Costumo sonhar azul quando seguro a mão do meu amado e falamos de manhãs de sol, de tardes radiantes, de noites de lua, de nós dois, de amanhãs, de depois…
Percebo que o azul penetra, inteiramente, pelas janelas da minha vida, nos dias chuvosos, molhando minha alma inteira. Nesses dias “em que os azuis chegam tão perto e tão mansos”, embarco no primeiro barquinho de papel que veio do cais da infância e vamos correndo no riacho que a chuva deixou. Acho até que a pequena embarcação foi fabricada por meu pai, pois guarda ela seus gestos de amor.
Não menos azul era o cuidadoso carinho com que minha mãe, preocupada, levava-me ao consultório do médico para debelar a amidalite que às vezes me fazia perder aula. Esse azul era mais forte que o próprio azul-de-metileno com que o médico pincelava minhas amídalas, aliviando o mal-estar. Azul era olhar, embaixo da cama, na véspera do Natal e encontrar simples e lindos presentes de Papai Noel. Saudade, sim, desses azuis da infância.

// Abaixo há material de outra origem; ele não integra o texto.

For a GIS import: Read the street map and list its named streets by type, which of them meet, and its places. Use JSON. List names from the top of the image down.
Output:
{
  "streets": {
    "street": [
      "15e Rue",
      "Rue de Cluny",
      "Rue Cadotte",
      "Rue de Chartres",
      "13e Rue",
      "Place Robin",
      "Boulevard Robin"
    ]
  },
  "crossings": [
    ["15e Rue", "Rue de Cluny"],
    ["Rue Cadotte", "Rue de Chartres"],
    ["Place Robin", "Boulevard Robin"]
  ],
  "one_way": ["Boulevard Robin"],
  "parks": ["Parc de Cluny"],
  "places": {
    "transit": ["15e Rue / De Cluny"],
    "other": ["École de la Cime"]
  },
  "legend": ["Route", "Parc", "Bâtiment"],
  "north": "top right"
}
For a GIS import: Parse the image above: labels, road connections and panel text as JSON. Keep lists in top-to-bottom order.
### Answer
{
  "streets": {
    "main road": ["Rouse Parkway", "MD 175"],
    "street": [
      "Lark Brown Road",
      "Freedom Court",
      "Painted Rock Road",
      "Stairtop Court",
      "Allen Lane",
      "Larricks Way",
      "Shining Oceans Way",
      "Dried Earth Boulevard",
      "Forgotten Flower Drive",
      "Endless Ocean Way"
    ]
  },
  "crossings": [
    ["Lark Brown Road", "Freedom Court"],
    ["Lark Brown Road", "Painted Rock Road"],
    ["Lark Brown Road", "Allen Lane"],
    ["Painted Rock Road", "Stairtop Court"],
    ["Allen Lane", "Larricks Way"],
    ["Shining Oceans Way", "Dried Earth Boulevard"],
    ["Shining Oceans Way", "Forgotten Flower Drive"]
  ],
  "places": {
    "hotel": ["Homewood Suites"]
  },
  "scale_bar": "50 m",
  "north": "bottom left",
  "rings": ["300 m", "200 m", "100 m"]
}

Amo o azul das estrelas. Será que elas são cheinhas de azul? Amo a primeira que surge nos fins da tarde que invento para encontrar minhas lembranças. A primeira estrela me fascina, me enternece como ao ouvir, pela primeira vez ser chamada de “Mamãe”, o que me aproxima mais do Alto, da luz, do azul de onde as estrelas piscam para nós. O Universo é azul. Gagarin bebeu todo seu azul e amou o azul da terra.
Inundo-me de azul quando vejo minha descendência caminhando por alamedas que preparei em primaveras passadas. Preparadas a quatro mãos.
Nos meus jardins de ontem havia muitos azuis. Cultivo no meu pequeno espaço de hoje um canteirinho de nuvens. Quando todas as florzinhas se abrem, então, o azul invade o jardim, duplamente, deixando-o iluminado.
Que bom ter sensibilidade para perceber o azul que há no infinito, nos momentos, nas coisas, em tudo. Sinto azul em alguns dias que nascem e em algumas tardes que morrem, no amor primaveril e no amor outonal: na bênção da minha mãe, no carinho dos filhos, na ternura dos netos.
O azul está em todas as cores da minha vida. E acabei descobrindo que dentro de mim há uma inesgotável fonte de azul. E que o amor é azul…

Aldenita de Sá Leitão (1934-2019)
Funcionária pública federal da Universidade Federal do Rio Grande do Norte (UFRN); poetisa, membro da Academia Feminina de Letras do RN; protagonista do documentário ‘Além de um Sítio’. O poema ‘Os Meus Azuis’ concorreu entre os 100 melhores poemas do ano de 2012, através de uma entidade cultural luso-brasileira de escritores.